**EXERCISE DETAILS**:
Collect all lines below with the string "fabs".

Stored items
● ● ● ●
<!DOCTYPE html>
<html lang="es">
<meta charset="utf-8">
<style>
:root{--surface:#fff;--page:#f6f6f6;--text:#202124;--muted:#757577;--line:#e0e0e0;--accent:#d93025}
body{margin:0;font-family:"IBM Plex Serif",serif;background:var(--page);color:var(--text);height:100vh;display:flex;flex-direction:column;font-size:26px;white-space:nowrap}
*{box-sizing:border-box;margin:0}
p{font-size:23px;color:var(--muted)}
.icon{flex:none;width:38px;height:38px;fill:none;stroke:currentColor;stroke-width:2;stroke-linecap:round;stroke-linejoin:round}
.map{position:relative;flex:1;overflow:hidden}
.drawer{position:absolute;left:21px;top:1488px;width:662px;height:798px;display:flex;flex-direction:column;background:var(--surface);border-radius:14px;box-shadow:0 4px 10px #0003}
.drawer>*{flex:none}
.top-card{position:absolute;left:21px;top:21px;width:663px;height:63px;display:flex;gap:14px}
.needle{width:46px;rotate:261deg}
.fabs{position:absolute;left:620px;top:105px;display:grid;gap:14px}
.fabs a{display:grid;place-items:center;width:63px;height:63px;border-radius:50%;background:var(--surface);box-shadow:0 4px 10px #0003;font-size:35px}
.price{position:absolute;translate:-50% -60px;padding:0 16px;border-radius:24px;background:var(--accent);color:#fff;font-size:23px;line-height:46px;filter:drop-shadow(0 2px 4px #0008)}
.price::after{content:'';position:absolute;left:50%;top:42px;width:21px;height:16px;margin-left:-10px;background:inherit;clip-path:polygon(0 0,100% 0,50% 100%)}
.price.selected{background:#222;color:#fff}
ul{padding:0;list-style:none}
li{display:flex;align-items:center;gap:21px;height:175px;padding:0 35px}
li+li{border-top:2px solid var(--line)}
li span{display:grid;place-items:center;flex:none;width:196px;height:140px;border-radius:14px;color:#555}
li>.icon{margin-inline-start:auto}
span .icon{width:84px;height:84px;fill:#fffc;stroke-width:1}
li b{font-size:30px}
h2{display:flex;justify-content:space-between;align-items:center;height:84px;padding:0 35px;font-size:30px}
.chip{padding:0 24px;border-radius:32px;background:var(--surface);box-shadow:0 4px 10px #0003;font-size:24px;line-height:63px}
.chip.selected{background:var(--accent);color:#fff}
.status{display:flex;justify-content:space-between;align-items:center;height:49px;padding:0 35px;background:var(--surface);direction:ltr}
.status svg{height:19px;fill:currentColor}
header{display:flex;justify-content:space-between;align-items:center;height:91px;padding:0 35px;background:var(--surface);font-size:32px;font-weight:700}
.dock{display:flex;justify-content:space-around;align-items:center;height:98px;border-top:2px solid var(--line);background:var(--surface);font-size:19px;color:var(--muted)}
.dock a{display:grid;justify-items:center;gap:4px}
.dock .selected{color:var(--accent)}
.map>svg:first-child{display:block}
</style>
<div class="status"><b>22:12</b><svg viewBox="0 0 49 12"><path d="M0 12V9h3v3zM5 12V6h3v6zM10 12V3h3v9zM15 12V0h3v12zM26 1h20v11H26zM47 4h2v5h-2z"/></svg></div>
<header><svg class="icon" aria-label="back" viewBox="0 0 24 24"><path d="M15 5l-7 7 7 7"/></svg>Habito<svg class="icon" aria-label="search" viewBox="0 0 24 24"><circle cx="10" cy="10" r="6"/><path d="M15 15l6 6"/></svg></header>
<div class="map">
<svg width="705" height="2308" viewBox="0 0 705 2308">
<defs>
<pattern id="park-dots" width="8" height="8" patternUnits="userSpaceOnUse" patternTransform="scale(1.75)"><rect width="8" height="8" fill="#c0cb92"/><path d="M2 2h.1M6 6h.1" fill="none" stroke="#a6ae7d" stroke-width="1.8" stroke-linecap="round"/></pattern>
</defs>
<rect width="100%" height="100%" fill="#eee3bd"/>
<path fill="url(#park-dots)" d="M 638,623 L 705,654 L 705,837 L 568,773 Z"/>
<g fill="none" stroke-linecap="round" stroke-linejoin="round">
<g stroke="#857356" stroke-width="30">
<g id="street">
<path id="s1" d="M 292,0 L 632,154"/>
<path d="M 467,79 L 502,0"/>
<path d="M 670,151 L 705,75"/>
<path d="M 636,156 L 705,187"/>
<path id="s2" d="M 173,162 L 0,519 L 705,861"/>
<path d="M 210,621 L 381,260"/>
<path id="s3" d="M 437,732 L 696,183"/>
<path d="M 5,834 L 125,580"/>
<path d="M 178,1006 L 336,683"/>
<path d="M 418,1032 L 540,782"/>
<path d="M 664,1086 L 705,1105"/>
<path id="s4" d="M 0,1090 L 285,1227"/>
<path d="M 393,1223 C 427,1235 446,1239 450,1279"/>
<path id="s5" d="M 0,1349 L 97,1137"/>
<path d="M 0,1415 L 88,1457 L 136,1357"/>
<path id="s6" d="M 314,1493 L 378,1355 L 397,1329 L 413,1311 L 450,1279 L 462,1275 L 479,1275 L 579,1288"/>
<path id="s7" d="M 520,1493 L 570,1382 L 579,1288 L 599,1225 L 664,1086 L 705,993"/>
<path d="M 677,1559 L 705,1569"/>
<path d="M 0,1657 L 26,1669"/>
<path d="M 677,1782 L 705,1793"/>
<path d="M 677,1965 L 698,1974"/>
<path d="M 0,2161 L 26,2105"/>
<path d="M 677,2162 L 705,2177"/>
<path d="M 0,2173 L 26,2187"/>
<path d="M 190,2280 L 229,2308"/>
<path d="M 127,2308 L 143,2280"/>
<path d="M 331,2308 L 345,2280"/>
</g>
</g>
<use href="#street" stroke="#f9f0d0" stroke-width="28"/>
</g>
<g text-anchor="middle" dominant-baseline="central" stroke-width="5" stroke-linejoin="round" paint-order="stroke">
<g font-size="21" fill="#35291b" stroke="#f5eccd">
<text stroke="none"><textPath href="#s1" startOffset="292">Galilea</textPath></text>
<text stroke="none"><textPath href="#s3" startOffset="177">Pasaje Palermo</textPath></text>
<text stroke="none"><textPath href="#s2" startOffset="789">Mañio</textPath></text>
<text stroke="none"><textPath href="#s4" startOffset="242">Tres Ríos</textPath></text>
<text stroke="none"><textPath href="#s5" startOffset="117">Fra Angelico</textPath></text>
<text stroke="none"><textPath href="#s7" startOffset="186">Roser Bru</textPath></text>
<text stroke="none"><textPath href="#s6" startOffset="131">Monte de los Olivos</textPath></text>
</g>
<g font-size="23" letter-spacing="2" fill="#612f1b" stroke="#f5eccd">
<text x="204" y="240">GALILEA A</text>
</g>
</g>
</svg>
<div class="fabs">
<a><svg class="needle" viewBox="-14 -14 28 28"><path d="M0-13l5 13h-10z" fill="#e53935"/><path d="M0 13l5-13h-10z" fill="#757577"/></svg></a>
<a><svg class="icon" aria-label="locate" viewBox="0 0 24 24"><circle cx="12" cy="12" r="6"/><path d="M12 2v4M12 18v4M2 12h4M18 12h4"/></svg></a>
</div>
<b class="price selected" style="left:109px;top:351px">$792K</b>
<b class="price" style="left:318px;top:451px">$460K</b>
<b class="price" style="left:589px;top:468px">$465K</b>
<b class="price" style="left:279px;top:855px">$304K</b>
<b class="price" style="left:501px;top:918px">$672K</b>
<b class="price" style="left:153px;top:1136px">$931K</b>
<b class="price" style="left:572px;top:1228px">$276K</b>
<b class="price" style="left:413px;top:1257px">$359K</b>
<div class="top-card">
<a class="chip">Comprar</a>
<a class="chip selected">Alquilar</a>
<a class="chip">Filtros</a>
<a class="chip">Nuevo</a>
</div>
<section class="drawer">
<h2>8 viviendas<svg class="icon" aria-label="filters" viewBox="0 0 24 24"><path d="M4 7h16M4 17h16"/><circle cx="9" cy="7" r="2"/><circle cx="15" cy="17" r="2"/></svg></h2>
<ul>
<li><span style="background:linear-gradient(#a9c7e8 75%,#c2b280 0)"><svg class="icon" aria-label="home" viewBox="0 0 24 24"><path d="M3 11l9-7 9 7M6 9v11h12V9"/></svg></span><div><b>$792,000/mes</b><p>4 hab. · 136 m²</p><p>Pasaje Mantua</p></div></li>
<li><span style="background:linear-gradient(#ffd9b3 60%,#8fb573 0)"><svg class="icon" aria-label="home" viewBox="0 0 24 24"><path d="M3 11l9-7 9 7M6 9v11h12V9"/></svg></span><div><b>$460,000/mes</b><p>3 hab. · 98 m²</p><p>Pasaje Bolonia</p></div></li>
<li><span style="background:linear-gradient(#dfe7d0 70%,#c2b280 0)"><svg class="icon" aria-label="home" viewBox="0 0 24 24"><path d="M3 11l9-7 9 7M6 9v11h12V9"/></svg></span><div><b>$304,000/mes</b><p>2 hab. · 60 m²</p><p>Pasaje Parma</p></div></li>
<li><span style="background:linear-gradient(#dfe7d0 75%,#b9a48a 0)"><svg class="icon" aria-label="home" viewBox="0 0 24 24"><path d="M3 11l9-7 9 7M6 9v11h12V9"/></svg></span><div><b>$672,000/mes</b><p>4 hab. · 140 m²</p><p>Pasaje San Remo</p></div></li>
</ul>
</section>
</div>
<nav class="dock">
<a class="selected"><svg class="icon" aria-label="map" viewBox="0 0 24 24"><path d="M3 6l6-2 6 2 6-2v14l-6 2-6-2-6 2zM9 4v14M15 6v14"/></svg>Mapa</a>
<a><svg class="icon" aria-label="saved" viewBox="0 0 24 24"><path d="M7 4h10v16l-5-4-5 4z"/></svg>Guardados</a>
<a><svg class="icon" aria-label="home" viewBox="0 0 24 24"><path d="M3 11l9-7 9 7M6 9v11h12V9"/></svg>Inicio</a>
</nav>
● ● ● ●
**THE COMPLETED TASK**:
.fabs{position:absolute;left:620px;top:105px;display:grid;gap:14px}
.fabs a{display:grid;place-items:center;width:63px;height:63px;border-radius:50%;background:var(--surface);box-shadow:0 4px 10px #0003;font-size:35px}
<div class="fabs">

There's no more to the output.